Yesterday, my students were going to work on Aboriginal Australians and learn more about the history of the Stolen Generation. I find this topic very interesting, so I had a lot of ideas about how I wanted to approach the three lessons at hand. I had found a variety of resources that I could use, but as always, the problem isn´t really to find suggestions for contents in a lesson, but to limit myself and finding out what would be the best approach. I wanted them to read something, do some writing, some oral activities, as well as perhaps listen and practice communication skills. And in addition, try out a digital tool.
The choice landed on using NDLA´s tool for collective writing, and use this approach to working with texts as a starting point.
The lesson started with the students telling each other about the lesson we had the day before as a repetition of the topic and switching on their oral English. Next, I did a brief summary, before giving instructions on where to find the text about the Stolen Generation and NDLA.
As I was walking around in the classroom I saw many of them working in the way I had intended. However, I must admit, I was feeling a bit skeptical at the end of the lesson on how well the collective writing process had actually worked. I had picked up on some «goofing around» where students had gained entrance to documents and groups where they did not belong and written and erased some sentences. But perhaps this is unavoidable with youths? I was also thinking that perhaps each student were writing less than they would if they wore writing individually. But then again, the weaker ones would get some input as an alternative for struggle? I also overheard some correcting each others sentences, which I thought was great.
This activity (reading a text + answering questions) took approximately 70 minutes. A bit longer than usual because of the introduction to the technical aspects perhaps, but still I found their work quite efficient considering it was their first time working like this.
The rest of the lesson consisted of this:
- Me telling them more about the Stolen Generation and they contributing based on what they had learned
- Clarifying and practicing important terms: emigration, immigration, integration, assimilation, segregation
- A discussion of «the White Man´s Burden» based on a clip from «The Rabbit Proof Fence» which they will see next week. A quite provocative clip that many of them thought was quite repulsive.
- Listening to me reading them a story about Archie Roach from their text book and listen to his song «Took the children away»
- Making interview questions to Archie Roach, and taking turns acting out the interview situation.
At the end of the lesson I created a «test» on ITL where they were to answer 3 questions: 1) What have you learned in English class today? 2) What do you find difficult, or need to learn more about? 3) How did you enjoy working with collective writing (NDLA)?
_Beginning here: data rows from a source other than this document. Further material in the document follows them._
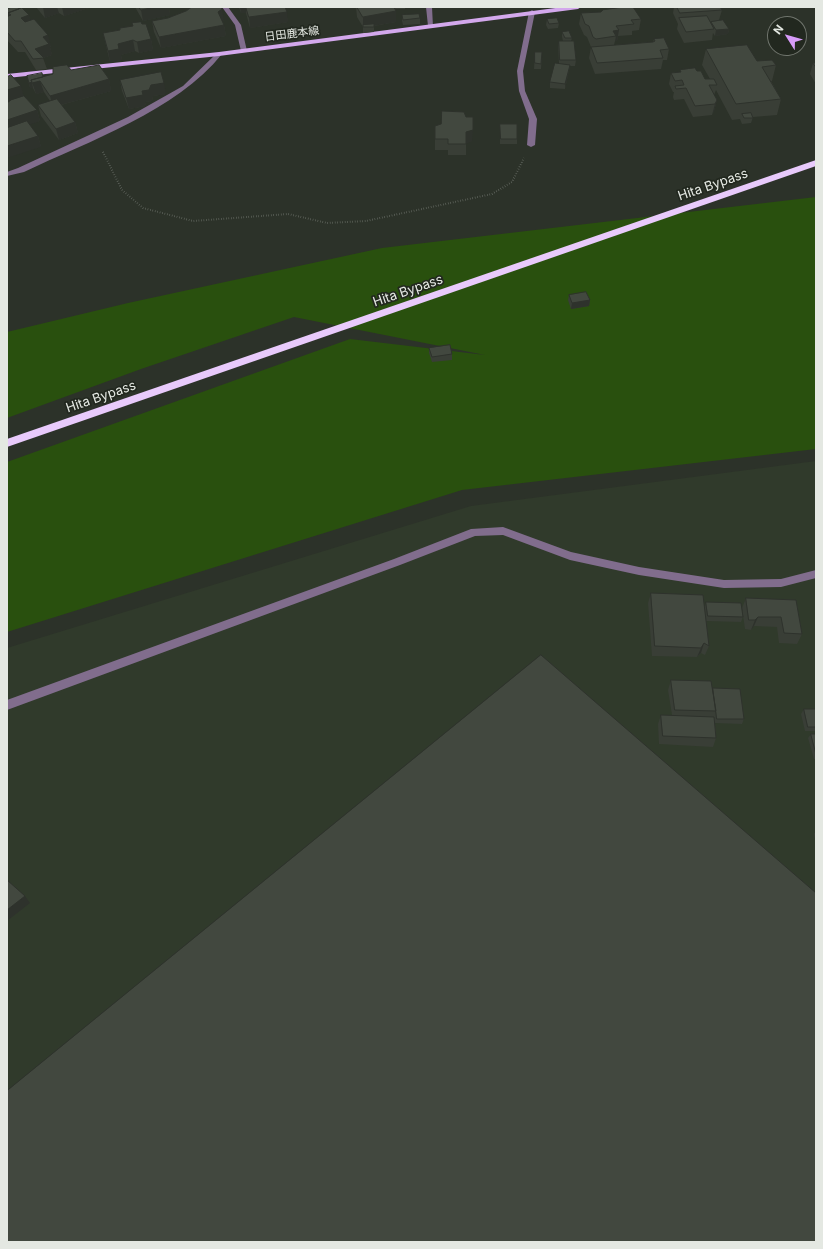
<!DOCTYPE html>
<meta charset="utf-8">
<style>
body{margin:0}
#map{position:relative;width:823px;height:1249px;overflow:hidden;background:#2c3229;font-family:Inter,sans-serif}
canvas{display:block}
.frame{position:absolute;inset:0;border:8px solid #e4e8e2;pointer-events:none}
.north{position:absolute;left:767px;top:16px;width:40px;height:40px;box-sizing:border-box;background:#22281f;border:1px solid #70756d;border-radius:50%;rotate:307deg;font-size:11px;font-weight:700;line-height:16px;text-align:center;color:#e4e8e2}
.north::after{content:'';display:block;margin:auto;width:14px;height:18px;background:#d79bf9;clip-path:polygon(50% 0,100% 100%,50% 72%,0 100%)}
</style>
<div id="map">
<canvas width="823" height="1249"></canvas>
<div class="frame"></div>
<div class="north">N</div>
</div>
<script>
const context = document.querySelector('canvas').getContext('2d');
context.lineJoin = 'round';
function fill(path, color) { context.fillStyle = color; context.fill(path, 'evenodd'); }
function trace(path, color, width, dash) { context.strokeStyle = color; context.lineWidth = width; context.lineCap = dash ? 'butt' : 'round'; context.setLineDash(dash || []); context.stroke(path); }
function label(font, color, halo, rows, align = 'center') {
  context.font = font + ' Inter,"Noto Sans JP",sans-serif'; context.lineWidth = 3.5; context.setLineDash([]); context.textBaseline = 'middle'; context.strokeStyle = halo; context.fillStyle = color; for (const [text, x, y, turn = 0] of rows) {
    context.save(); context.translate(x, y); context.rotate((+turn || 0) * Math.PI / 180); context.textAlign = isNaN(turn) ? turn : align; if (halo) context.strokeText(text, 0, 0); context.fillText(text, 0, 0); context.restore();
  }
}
const built = new Path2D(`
 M816,461V1242H7V648L471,506Z`);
const green = new Path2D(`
 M816,197V449L462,490L7,632V462L350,339L485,355L294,317L141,369L7,418V332L128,303L382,248Z`);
const path = new Path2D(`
 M103,152L122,190L143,208L193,221L288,214L327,223L366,221L492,194L512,182L524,158`);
const minor = new Path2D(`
 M222,7H228L241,25L247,51L246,52L241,51L235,25Z
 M426,7H432L433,27L428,26Z
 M532,10L535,12L523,71L525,91L537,119L535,145L531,147L527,145L529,119L519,91L517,71L529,12Z
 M217,53L222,54C176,111 89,141 24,172L7,176V172L18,168L128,117L183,86Z
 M503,527L571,552L639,567L724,580L781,579L816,570V578L781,587L724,588L639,575L570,560L503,535L475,536L400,565L7,710V700L394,559L471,529Z`);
const major = new Path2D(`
 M563,7H581L578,9L219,56L7,78V74L219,52Z`);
const highway = new Path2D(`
 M816,160V166L7,447V439Z`);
const wall = new Path2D(`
 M36,7H92L64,16L59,13L45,18Z
 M135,7H169L170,15L143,21Z
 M239,7H285L288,22L250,28L246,13H241Z
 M356,7H405V9H395L396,11V22L374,26V32L363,33V27L357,17Z
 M674,7H720L722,10L719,20L729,29L728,34L715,36L713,33L712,40L684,43L677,29L678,24L673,13Z
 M7,9H19L29,15L30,21L51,46L50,47L52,55L43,58L47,69L36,70L25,52H18L7,40Z
 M186,11L224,20L222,21L224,25L226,36L161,48L154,32L152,21L168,18Z
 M581,13L641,19L639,30L632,31V35L618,36L617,41H615L614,45L653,42L654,39L669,49L667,60H663L661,69L595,74L589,58L591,47L587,37L584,35L579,24Z
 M402,15L420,18V24L403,25L402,21Z
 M547,19L559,23L558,28L548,29L546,25Z
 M142,24L151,39L153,50L139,53L135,51L121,55L122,60L110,62L103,33L120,30Z
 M562,32L572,38L571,41L576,60L575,66H570L565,89L550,88V82L559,63L558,46L559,41H563L562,37Z
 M706,49L776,65L772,81H771L781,99L777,115L753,117L751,123L742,124L740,119L732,120L716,90L714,95L717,100L714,111L712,115L693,117L684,99L674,100L673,97L674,92H673L669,84L671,73L680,72V70L697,71L705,79H710L702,65Z
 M535,52H542L541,69H534Z
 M813,63H816V84L810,74Z
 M71,70L109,79L111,91L61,105L75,122L78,133L59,140L41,116L38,105L50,101L44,92L36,94L33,88H30L27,76L43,77Z
 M120,80L166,94L153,96L152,101L145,102L146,106L129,109L122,91Z
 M23,96L37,110L40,121L29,124L38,136L41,147L7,128V103Z
 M500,124L517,139V144H500Z
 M435,126L472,141L466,143V155H448V150H435Z
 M569,295L590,300L589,306L571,309L568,300Z
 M429,348L452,354V360L432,362L429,353Z
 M651,593L705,606L706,602L743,617L741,622L706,621L709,646L705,655L701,653L697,657L652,656L648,603Z
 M746,598L796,600L802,634L797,644L779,643L777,627L754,626L751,630L745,629L742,608Z
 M671,680L713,689L744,719L742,724L715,723L716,738L713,747L659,744L658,724L661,715H672L668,690Z
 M804,709H816V731H805L801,714Z
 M811,734H816V759H814L808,738Z
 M816,831V844L814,834Z`);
const shadedWall = new Path2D(`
 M43,7H57L59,13L45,18Z
 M62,7H92L64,16Z
 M155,7H169L170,15L143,21L141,10Z
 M246,7V13H241L240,8Z
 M222,9L224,20L220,23L218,12Z
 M396,11V22L367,27H363V17Z
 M287,12L288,22L250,28L249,17Z
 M29,15L32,26L13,21Z
 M224,25L226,36L161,48L159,37Z
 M729,29L728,34L715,36L716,30Z
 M619,30L617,41H615L616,36L613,31Z
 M48,35L51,46L50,47L52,55L43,58L35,49L43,37Z
 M151,39L153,50L139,53L137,42Z
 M133,40L135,51L121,55L122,60L110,62L108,51L118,44Z
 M570,65L569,70L565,89V84Z
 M109,79L111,91L53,107L50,96Z
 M40,81L44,92L36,94L32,82Z
 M32,82L33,88H30L29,83Z
 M164,83L166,94L153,96L152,101L145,102L146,106L129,109L126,98L142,91L151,85Z
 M21,86L24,97L7,102V90Z
 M717,100L714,111L712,115L715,104Z
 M37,110L40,121L10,132L7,120Z
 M75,122L78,133L59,140L56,129Z
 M473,130L472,141L466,144V132Z
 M38,136L41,147L7,158V146Z
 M590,300L589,306L571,309L572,303Z
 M758,617L754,626L751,630L755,620Z
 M704,643L701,653L697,657L701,648Z
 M25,896L30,903L7,921V910Z`);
const building = new Path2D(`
 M13,7H17L19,9L8,13L9,16H7V9Z
 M139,7H155L141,10Z
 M192,7H221L222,9L218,12L224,25L159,37L152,21L168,18L186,11Z
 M246,7H285L287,12L249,17Z
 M357,7H394L396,11L363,17Z
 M624,7H633L641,19L631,20L634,24L616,26L619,30L613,31L616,36L596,39L593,37L589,26L585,24L581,13L601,12L603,10Z
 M677,7H720L722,10L680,13Z
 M22,8L29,15L21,18L25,22L34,19L48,35L43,37L49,44L35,49L44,58L33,59L21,41H15L7,32V16L11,15L8,13Z
 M419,14L420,18L403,20L402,15Z
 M707,16L714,29L686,32L679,18Z
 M557,18L559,23L549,24L547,19Z
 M723,20L729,29L716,30L711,22Z
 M141,22L142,24H146L151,39L137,42L133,40L118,44L119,49L108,51L103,33L120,30V28L133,26L132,23Z
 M374,24V27H363V25Z
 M569,31L572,38H565L562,32Z
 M664,38L669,49L660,50L663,58L597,63L591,47L653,42L655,41L654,39Z
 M559,41H574L576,60H560Z
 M747,45L757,61L772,60L776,65L762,67L781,99L736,104L706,49Z
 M535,52H542L541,64L535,63Z
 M555,63L570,65L565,84L550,82Z
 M813,63H816V67Z
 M67,65L71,70L99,65L109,79L50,96L40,81L32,83L31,80L53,74V67Z
 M695,68L697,71H701L705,79H714L717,85H709L717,100L715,104L695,106L686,88L676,89L675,86L684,85L682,80L675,81L671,73L681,72L680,70Z
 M161,72L164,83L151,85L149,90L142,91L143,95L126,98L120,80Z
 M42,73L43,77L31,80L32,82L29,83L27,76Z
 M11,75L21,86L7,90V76H8Z
 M24,96L37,110L7,120V103L11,100Z
 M57,99L75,122L56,129L38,105Z
 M442,111L464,112L466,117H473V130L466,132V144H448V139H435V126L441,124Z
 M751,113L753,118H744L742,114Z
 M27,121L38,136L7,146V128Z
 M500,124H517V139H501Z
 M586,292L590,300L572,303L569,295Z
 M450,345L452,354L432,357L429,348Z
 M651,593L703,595L709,646L704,643L701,648L655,646Z
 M746,598L796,600L802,634L784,633L781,617H758L755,620H749Z
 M706,602L741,603L743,617L708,616Z
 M541,655L816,893V1242H7V1091Z
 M671,680L711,681L716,711L675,710Z
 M713,688L740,689L744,719H717Z
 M804,709H816V727H808Z
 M661,715L714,717L716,738L663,736Z
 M811,734H816V754Z
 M7,880L25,896L7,910Z`);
const farStreetnames = [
 ["日田鹿本線",292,34,-7]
];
const streetNames = [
 ["Hita Bypass",713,185,-19],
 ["Hita Bypass",408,291,-19],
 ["Hita Bypass",101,397,-19]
];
fill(built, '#303a2b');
fill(green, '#29500e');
trace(path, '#737871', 2, [0.5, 2]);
fill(minor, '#816d8d');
fill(major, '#d3a8ec');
fill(highway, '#e8cafb');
fill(wall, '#393e36');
fill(shadedWall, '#2e322c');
fill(building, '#42483f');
trace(building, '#2e322c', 1);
label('11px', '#e4e8e2', '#22281f', farStreetnames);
label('13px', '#e4e8e2', '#22281f', streetNames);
</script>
The first two questions gave me useful input on what they had actually understood during the lessons, as well as giving me some tips on what I would need to explain further next time to clarify relevant issues. The feedback I got from the third question showed me that the students actually quite enjoyed working like this (actually more than I had thought during the lesson, which reminded me of the importance of the students» feedback). Here is what some of them said:
|How did you enjoy working with NDLA «samskriving»? Did you learn anything?|
From their feedback I could see that most of them enjoyed writing together and thought it was a nice variation from working individually. They even had fun with the colors, but I think perhaps some of them spent a bit too long choosing their personal color (haha). Some also commented on technical difficulties (sentences disappearing, loosing Internet access etc.), but perhaps this is something we just have to deal with if we want to include digital tools in the classroom? The comment that they might have learned more with other names, I believe is referring to other classmates knowing their «document code» and gaining access without permission. Here is a lesson learned for me! My instructions was to call their document by the names in the group (for example samskrive.ndla.no/p/perandanne/), so I could log on to them and see how they were doing. But so could the other students. So next time they will have to make codes instead of names, and send it to me on ITL as an alternative. Unless the point of the activity will be to see all of each others» documents at some point. And unsurprisingly, some would prefer different partners, or simply to work on their own. One also said he/she had to do all the work, which can be a consequence in all forms of group work. Another comment was that they did not learn more, but had fun, and I think that, as in any activity, the learning outcome will vary from student to student. All we as teachers can do really, is to vary our teaching methods so that there is something for every type of student at some point in the lesson.
I particularly liked this feedback, which I hope would apply to many of the students, and sums up the experience I was hoping for:
«I liked the “samskriving” because it is more fun working when we are in pairs and then our answers gets better to because we find the answer together. I learned a lot about how aboriginals lived their life and I learned more about their background»
My conclusion is that this actually turned out quite all right, the students seemed to enjoy it, and I will definitely give it another go in the near future!